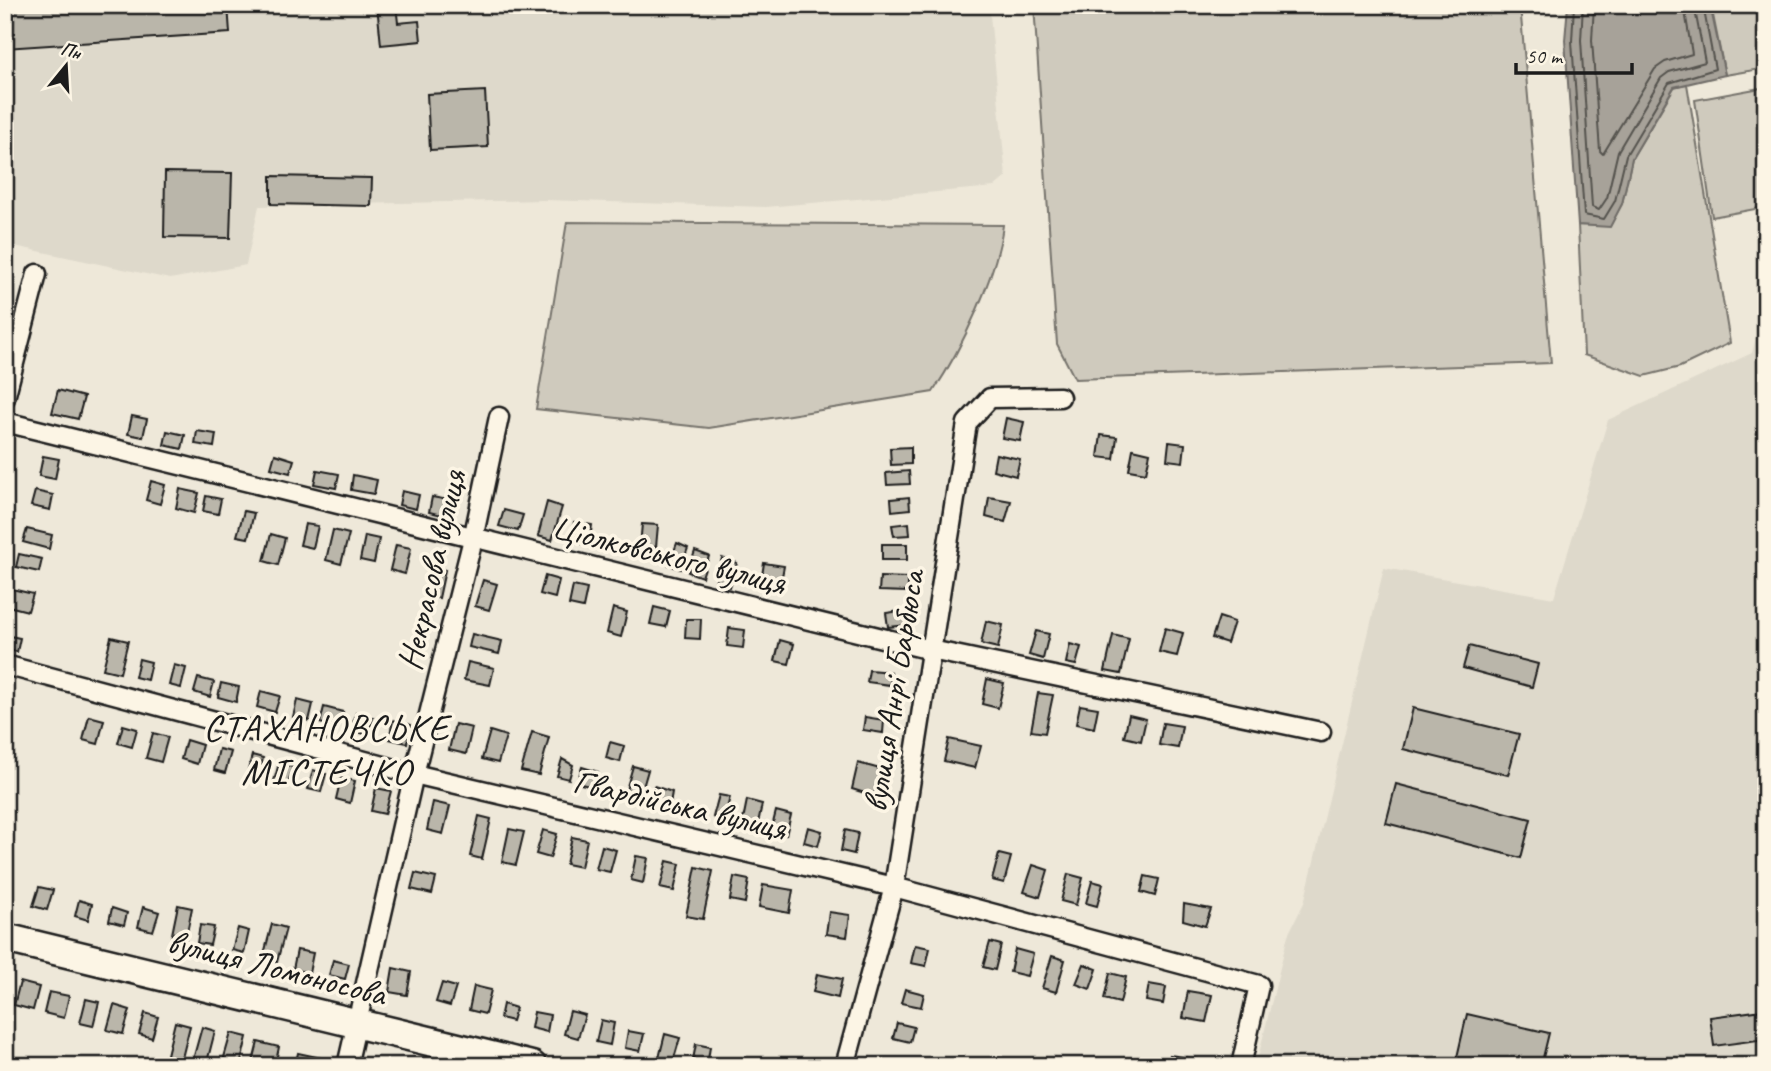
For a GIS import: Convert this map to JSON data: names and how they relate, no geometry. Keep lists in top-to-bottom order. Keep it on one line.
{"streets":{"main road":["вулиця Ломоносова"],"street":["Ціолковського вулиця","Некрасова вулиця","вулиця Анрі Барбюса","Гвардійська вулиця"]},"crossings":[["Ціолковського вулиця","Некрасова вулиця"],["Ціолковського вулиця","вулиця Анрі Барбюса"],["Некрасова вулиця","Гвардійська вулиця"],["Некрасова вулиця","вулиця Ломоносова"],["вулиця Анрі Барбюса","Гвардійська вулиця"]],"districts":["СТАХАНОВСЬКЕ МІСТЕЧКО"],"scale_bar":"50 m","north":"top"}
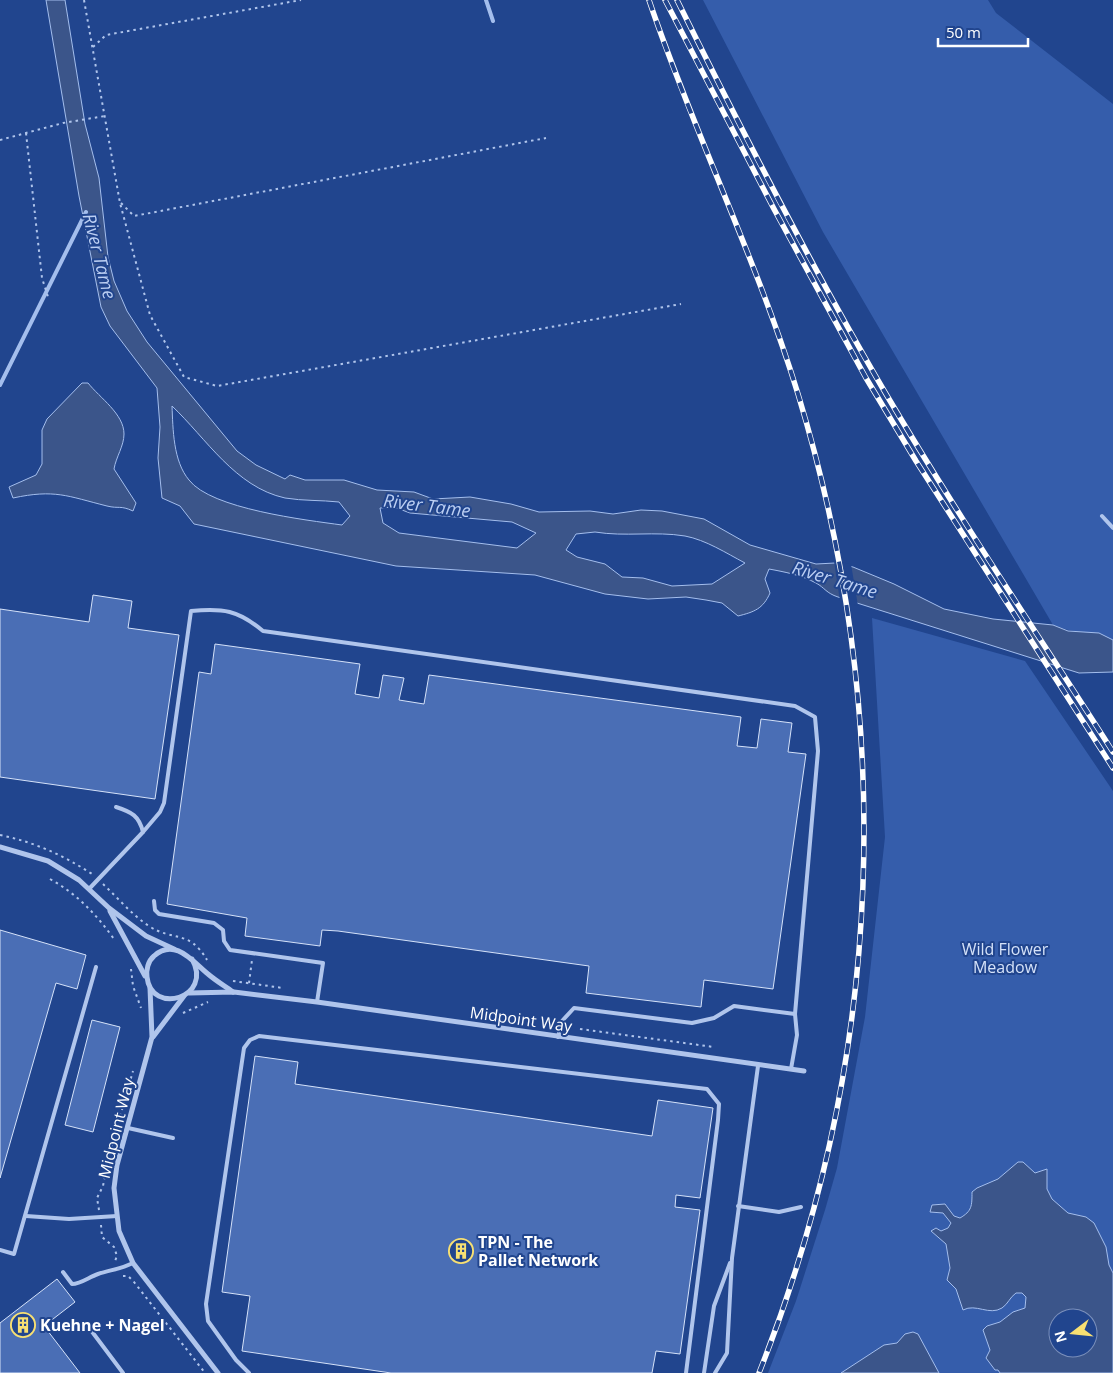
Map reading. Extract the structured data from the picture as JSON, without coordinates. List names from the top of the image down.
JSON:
--
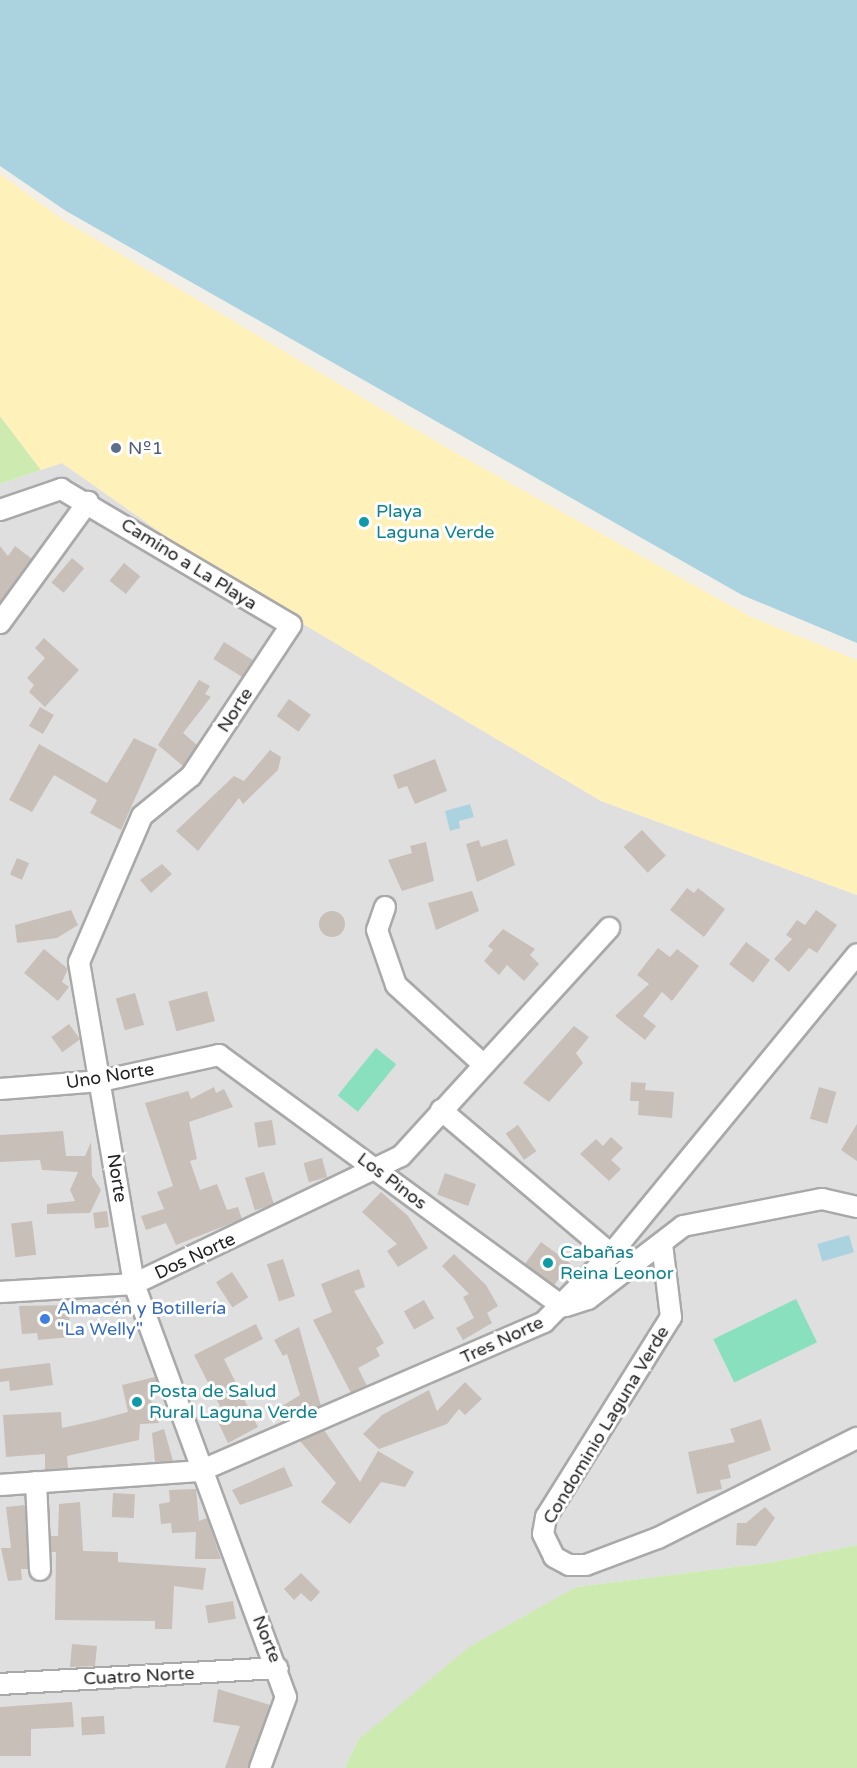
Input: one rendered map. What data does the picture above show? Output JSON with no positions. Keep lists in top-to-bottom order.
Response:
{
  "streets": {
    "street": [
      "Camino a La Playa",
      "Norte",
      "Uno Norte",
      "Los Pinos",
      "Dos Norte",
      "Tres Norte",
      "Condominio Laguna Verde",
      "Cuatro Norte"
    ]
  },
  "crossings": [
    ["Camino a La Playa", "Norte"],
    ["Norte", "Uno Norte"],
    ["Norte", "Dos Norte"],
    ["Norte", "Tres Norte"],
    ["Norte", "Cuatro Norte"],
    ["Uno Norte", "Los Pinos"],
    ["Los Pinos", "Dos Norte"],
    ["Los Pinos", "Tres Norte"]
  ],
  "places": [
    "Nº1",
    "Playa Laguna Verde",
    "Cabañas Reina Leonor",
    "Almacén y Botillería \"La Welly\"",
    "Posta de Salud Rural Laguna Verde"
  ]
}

Problem details. In the listing above, find each line where "picture" occurs and copy it.

Written reply.
Map reading. Extract the structured data from the picture as JSON, without coordinates. List names from the top of the image down.
Input: one rendered map. What data does the picture above show? Output JSON with no positions. Keep lists in top-to-bottom order.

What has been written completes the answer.